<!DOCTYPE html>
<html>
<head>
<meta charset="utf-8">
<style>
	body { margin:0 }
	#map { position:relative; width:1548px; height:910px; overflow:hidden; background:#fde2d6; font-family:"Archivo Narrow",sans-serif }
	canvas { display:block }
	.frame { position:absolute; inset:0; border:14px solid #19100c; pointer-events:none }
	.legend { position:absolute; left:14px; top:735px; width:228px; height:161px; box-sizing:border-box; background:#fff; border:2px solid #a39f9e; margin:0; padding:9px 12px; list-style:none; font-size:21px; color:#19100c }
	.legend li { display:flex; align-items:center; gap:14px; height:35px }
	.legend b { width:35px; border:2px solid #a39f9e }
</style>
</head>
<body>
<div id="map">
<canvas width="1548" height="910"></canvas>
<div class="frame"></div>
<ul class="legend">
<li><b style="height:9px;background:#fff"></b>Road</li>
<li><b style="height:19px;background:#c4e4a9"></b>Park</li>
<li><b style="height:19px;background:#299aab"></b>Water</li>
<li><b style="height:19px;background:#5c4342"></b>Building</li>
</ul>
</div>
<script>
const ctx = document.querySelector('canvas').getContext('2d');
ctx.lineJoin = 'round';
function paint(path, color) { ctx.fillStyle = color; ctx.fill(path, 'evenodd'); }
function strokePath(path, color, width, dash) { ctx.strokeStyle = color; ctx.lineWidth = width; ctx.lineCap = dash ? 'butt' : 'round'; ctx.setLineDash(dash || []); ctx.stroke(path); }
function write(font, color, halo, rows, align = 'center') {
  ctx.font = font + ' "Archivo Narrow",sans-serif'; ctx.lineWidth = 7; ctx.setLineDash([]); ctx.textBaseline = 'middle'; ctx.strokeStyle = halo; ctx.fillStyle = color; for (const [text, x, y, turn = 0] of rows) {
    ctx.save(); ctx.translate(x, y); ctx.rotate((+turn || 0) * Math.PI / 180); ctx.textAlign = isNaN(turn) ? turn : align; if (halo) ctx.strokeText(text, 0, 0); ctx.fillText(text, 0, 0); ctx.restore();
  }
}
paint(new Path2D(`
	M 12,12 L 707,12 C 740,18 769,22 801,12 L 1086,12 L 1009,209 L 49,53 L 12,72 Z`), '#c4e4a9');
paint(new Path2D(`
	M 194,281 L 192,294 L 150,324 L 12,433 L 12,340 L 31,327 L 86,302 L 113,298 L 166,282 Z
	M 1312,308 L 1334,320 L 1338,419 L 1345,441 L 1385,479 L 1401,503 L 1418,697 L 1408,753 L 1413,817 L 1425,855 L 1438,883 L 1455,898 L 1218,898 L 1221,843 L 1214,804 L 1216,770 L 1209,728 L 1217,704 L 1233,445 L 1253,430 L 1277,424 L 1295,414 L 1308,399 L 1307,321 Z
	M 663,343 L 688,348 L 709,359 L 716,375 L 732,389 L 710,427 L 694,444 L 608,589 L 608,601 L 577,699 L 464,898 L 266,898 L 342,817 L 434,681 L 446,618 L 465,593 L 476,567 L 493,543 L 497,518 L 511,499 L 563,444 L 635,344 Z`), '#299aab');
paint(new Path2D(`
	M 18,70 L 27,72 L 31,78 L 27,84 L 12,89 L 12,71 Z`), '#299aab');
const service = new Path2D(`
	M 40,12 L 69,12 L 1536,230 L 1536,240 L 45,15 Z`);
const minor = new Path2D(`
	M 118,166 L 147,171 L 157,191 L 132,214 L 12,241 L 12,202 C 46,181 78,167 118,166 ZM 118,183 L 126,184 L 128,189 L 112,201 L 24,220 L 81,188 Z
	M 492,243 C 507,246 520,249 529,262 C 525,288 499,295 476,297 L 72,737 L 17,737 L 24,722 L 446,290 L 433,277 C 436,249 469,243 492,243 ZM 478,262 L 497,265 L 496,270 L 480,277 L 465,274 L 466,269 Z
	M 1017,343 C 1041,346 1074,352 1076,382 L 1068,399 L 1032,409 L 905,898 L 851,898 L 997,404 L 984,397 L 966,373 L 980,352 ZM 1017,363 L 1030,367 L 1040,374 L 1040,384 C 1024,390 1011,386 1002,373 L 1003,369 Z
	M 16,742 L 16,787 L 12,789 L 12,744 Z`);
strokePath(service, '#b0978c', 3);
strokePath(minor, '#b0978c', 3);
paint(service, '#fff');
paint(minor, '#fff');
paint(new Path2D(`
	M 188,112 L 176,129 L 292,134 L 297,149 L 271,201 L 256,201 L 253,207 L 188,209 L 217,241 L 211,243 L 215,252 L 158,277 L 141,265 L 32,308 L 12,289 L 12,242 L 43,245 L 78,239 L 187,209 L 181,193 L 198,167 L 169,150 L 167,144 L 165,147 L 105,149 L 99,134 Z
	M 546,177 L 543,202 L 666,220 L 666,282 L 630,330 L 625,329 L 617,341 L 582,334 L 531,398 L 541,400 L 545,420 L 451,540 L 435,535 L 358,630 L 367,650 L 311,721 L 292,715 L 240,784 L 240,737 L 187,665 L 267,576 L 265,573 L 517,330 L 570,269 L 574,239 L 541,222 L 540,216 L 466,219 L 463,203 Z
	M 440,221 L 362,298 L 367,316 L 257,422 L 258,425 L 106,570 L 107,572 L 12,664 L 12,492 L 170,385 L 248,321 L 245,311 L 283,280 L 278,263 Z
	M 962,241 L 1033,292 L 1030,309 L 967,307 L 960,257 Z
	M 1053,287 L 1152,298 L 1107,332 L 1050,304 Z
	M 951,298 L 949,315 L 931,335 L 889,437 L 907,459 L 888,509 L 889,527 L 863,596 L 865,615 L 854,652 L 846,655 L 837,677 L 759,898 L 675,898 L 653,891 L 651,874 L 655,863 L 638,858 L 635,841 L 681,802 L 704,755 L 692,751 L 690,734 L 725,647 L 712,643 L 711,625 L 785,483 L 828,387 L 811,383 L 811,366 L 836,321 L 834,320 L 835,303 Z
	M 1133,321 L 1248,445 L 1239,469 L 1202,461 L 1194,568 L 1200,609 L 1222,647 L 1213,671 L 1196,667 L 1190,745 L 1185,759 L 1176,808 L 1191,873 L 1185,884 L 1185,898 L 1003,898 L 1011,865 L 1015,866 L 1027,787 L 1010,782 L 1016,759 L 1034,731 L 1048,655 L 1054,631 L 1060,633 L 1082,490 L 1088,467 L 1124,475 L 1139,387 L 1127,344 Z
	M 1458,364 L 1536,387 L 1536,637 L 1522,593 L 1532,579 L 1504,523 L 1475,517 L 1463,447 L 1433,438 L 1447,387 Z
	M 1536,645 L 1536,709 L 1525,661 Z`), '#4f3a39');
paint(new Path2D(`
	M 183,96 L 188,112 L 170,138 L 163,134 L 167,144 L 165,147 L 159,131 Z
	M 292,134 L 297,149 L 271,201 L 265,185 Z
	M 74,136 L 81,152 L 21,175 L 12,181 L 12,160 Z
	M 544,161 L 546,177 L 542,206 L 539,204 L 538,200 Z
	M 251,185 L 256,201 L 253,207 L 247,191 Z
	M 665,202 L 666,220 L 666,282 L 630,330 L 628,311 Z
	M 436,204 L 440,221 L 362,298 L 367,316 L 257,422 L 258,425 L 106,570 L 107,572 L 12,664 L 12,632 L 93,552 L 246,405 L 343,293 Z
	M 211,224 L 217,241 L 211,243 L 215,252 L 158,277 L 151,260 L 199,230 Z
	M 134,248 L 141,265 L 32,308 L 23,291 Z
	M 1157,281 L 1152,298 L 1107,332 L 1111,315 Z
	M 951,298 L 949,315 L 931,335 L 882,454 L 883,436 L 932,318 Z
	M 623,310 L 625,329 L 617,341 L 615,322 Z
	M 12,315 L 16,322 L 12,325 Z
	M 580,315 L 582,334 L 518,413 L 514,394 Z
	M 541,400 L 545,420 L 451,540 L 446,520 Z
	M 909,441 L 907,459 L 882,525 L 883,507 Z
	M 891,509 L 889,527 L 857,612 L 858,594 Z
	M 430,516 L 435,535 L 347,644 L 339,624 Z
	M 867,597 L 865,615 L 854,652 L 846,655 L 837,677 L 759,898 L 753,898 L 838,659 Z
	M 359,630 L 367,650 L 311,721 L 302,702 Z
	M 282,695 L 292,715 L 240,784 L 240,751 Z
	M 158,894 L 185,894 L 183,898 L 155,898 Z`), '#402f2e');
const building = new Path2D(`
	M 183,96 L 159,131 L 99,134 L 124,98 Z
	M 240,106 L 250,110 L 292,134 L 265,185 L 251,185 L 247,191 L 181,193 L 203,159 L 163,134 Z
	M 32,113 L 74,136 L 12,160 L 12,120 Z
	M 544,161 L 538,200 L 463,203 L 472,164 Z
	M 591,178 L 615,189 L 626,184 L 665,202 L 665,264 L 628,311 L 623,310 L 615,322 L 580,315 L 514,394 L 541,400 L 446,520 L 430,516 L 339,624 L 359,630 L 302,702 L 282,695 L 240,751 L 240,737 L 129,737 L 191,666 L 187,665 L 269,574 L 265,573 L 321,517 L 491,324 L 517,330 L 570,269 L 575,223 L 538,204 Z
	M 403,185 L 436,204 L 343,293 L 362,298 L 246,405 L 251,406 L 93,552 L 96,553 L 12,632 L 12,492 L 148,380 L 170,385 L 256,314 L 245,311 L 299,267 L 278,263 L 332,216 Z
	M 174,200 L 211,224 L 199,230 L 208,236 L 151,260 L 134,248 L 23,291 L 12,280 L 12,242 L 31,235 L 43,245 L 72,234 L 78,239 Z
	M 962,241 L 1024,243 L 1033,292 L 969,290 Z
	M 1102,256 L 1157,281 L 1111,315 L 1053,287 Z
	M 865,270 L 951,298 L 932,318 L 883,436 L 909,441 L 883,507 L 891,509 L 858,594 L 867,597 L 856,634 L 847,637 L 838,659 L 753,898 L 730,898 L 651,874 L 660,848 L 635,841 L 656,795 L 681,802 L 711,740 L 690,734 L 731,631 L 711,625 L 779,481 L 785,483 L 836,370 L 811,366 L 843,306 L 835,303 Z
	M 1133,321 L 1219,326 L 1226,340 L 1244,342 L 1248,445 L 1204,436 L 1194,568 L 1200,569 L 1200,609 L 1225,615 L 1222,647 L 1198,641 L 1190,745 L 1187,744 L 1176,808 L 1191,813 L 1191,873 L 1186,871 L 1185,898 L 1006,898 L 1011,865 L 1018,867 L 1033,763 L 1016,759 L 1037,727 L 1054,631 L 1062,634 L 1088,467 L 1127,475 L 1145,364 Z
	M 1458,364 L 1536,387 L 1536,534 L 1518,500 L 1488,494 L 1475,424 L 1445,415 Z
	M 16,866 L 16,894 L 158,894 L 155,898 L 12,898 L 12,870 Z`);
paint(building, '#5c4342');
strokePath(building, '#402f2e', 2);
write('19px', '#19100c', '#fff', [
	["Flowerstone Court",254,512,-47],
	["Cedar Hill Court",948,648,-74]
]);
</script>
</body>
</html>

## What needs to be done
In the listing above, find the lines holding the word "service" and copy them.

## Reply to the task
const service = new Path2D(`
strokePath(service, '#b0978c', 3);
paint(service, '#fff');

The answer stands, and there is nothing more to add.